伊藤憲一(進行司会者) どうもありがとうございました。

それでは、小池さん、お願いします。

小池百合子 せっかく日本が最初にアジアの通貨基金の話を言い出したり、G5を橋本登美三郎さんが言い出したり、日本は発想はあるんだけれども、それが全然実っていないというお話がございました。もちろん憲法の制約やいろいろな諸問題はあると思うのですが、単純化すれば、プレゼンテーションの問題に集約されるように思います。それも共通の言語すなわち、英語でのプレゼンテーション、その度胸と技術が伴っていないことに帰結するのではないかなと思います。
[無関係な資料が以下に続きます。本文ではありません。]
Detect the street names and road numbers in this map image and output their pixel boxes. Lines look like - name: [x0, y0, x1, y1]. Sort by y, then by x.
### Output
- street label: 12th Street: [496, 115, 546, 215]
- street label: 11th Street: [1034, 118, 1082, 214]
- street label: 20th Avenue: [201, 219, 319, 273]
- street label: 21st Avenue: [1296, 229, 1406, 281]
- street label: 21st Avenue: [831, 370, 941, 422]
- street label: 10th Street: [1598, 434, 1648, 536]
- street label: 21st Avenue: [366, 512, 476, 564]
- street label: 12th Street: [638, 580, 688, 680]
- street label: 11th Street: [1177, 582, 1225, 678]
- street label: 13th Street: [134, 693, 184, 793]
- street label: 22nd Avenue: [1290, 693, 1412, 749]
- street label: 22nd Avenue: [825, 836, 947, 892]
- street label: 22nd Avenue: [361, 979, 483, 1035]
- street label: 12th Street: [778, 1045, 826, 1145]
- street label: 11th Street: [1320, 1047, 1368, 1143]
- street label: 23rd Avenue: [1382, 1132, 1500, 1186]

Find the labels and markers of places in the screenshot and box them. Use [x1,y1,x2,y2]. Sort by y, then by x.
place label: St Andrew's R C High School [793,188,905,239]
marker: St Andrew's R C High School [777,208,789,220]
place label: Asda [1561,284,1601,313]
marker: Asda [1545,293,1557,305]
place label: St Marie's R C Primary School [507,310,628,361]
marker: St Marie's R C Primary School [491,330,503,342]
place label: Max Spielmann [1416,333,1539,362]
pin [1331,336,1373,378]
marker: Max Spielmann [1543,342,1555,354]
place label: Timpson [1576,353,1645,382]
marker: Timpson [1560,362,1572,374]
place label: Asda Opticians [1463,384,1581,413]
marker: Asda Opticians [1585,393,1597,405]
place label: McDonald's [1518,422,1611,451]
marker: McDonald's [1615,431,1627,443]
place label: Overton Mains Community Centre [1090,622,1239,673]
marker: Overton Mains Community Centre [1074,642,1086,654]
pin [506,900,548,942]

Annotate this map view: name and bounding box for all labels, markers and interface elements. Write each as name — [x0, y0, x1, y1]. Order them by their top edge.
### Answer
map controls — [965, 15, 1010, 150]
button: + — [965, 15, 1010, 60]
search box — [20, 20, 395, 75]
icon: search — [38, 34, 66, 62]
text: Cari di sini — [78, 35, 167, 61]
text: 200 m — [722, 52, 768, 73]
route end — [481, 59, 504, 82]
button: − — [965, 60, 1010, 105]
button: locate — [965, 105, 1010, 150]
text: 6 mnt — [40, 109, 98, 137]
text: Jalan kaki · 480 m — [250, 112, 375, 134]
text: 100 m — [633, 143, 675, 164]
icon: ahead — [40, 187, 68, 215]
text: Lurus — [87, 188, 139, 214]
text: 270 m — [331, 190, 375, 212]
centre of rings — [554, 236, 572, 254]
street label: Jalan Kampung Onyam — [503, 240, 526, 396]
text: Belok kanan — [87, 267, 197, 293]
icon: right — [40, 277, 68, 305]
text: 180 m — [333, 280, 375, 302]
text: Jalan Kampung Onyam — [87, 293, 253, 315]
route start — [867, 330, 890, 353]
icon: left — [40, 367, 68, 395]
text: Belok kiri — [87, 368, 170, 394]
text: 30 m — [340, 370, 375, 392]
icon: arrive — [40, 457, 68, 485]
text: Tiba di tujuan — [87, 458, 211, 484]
先日、NHKで、ルノーから社長を迎え入れて、企業内が英語文化しつつある日産のケースをとりあげていました。それまで能力を発揮していた人が、英語の会議になると全然黙っちゃって、能力を発揮するなどという話までもいかないわけです。ですから、極めて単純な話として、私は、先ほど櫻田さんがおっしゃった道具としての英語の必要性を感じています。その道具でさえ使いこなせないことが問題であるとつくづく感じます。

私もどちらかというと国際派を自称していますが、いろいろな国際会議、ダボスを含めて参りますけれども、結局のところおっくうになります。外国の政治家のスピーチは最初ジョークで入るのに、日本の政治家は最初からエクスキューズ「私は英語が話せなくてごめんなさい」といったこと、まさに技術とセンスの問題、その2つが日本人には欠けていると思うのです。

日本みたいにこれだけ英語の教科書、参考書が売れ、これだけ英会話学校があって、駅前でも留学できるというのに、これほど英語がしゃべれない国は珍しい。それと似た国、一生懸命英語を勉強しているのにだめなのはトルコです。